Bavarian Radio has a long and distinguished history, not least via its symphony orchestra (and their long-standing connection with Rafael Kubelík). It also broadcast the present selection of performances between 1953 and 1956 of the great bass-naritone George London (1920-1985).
By curious and absolutely unintended coincidence, George London (originally George Burnstein) was born in Montréal, Canada to US parents of Russian origin (see Classical Explorer’s posts earlier this week of concerts from Montréal).

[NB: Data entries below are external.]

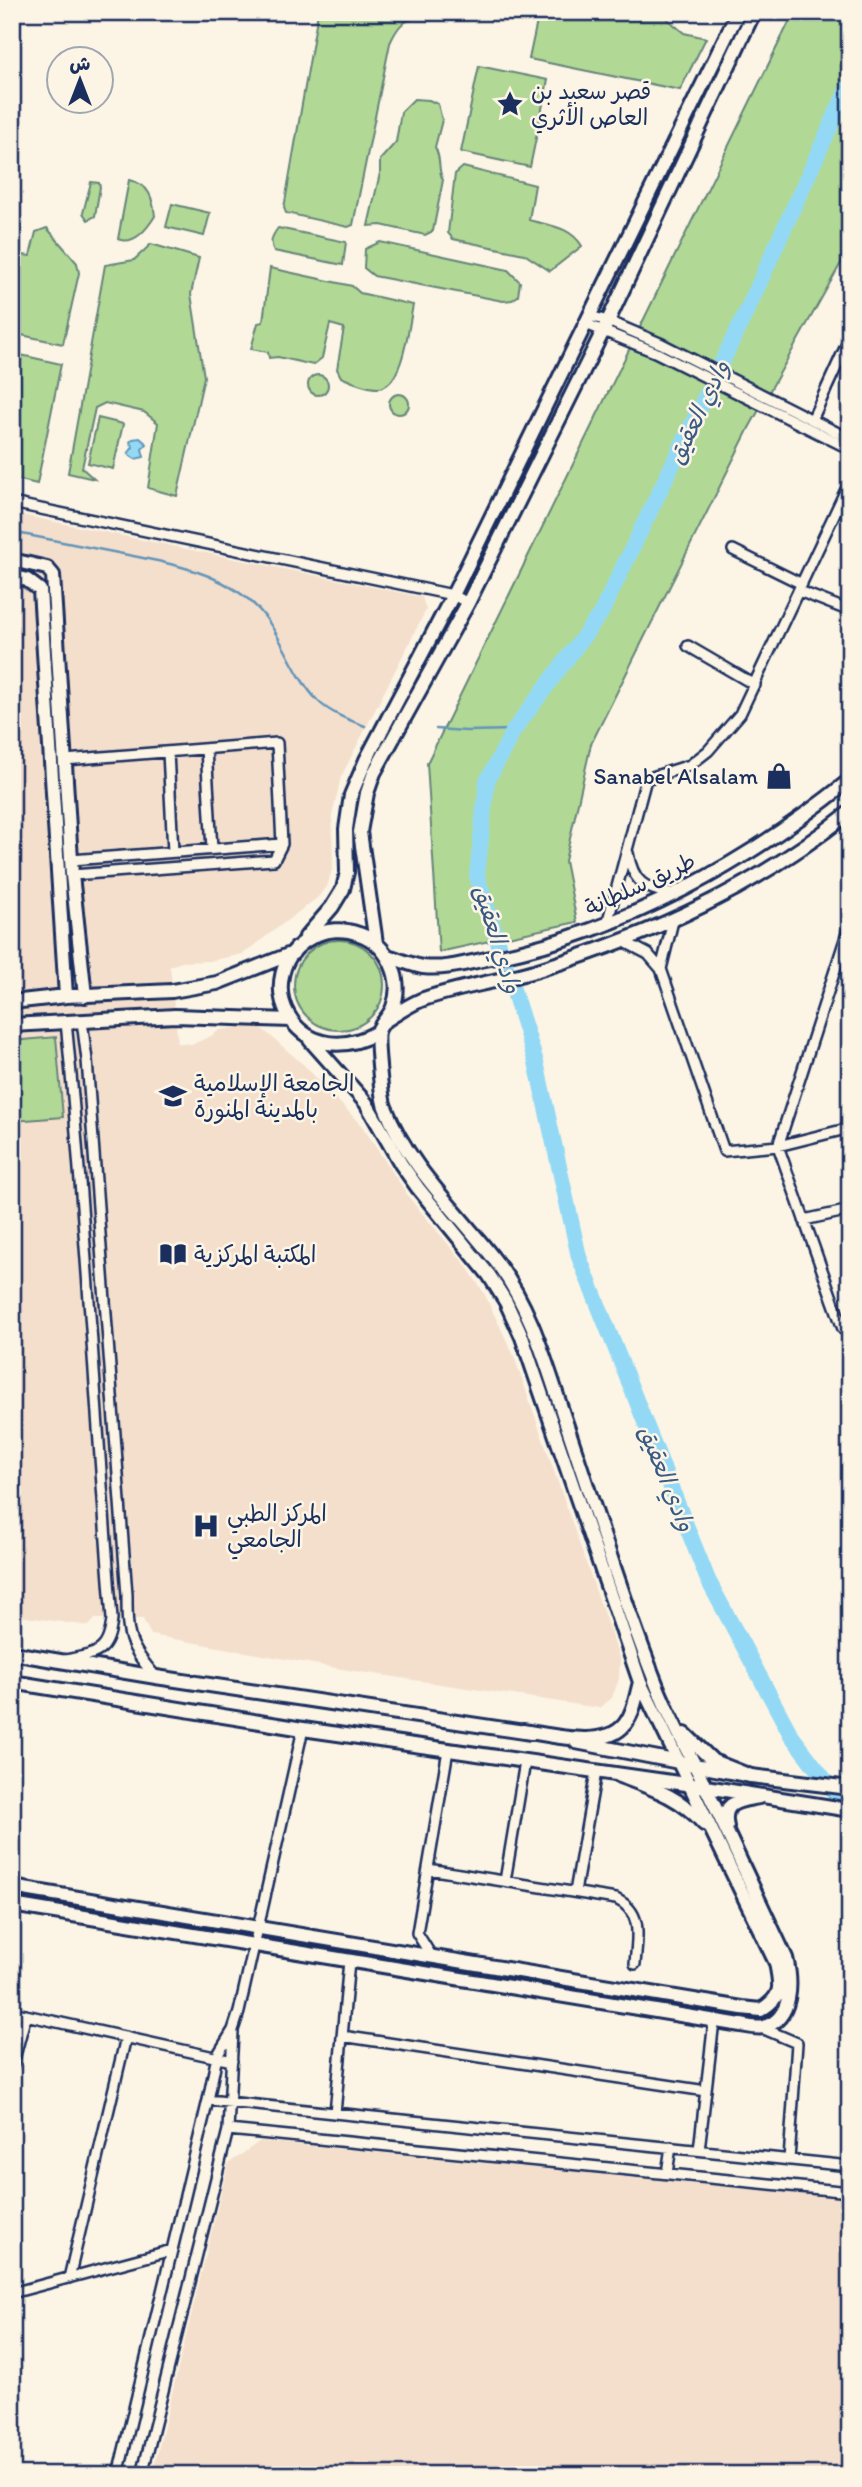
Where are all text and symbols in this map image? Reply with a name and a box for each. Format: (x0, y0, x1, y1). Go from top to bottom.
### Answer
north arrow (46, 46, 116, 116)
text: ش (70, 52, 91, 75)
place label: قصر سعيد بن العاص الأثري (531, 77, 651, 134)
place icon: قصر سعيد بن العاص الأثري (495, 89, 525, 119)
water label: وادي العقيق (660, 355, 738, 470)
shop icon: Sanabel Alsalam (764, 761, 794, 791)
place label: Sanabel Alsalam (593, 762, 758, 790)
street label: طريق سلطانة (580, 846, 700, 922)
water label: وادي العقيق (465, 881, 528, 998)
place label: الجامعة الإسلامية بالمدينة المنورة (194, 1069, 354, 1124)
school or university icon: الجامعة الإسلامية بالمدينة المنورة (158, 1081, 188, 1111)
library icon: المكتبة المركزية (158, 1239, 188, 1269)
place label: المكتبة المركزية (194, 1240, 316, 1268)
water label: وادي العقيق (630, 1421, 701, 1536)
place label: المركز الطبي الجامعي (227, 1499, 327, 1560)
hospital icon: المركز الطبي الجامعي (191, 1511, 221, 1541)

There have been various incarnations of most of these performances previously, notably on Archipel and Preiser (review). Neither sound as good as this Orfeo release,
Offenbach seems a strange place on first glance to start when one talks of London - this is the so-called “Diamond” aria from Hoffmann:
Lovers of Tchaikovsky's wonderful Eugune Onegin but who are OK with the opera sung in German are directed to a complete performance in which London's Onegin is met with Leonie Rysanek's Tatiana and Gottlob Frick's Count Gremin - quite the combo!
And ss a massive Brucie Bonus, here's the complete opera from Glyndebourne in 1994. The full cast and details can be found here, but to tempt you in I‘m just going to point out that he wonderful Elena Prokina sings Tatyana:
In the Borodin excerpt from Prince Igor (’No Sleep. No Rest,’ in English), London's voice is at its greatest emotively, and the Orfeo transfer just brings the recording's inherent weakness at climaxes into its orbit:
Another great singer, Astrid Varnay (try this), joins London for the act 3 duet from Verdi’s Aida.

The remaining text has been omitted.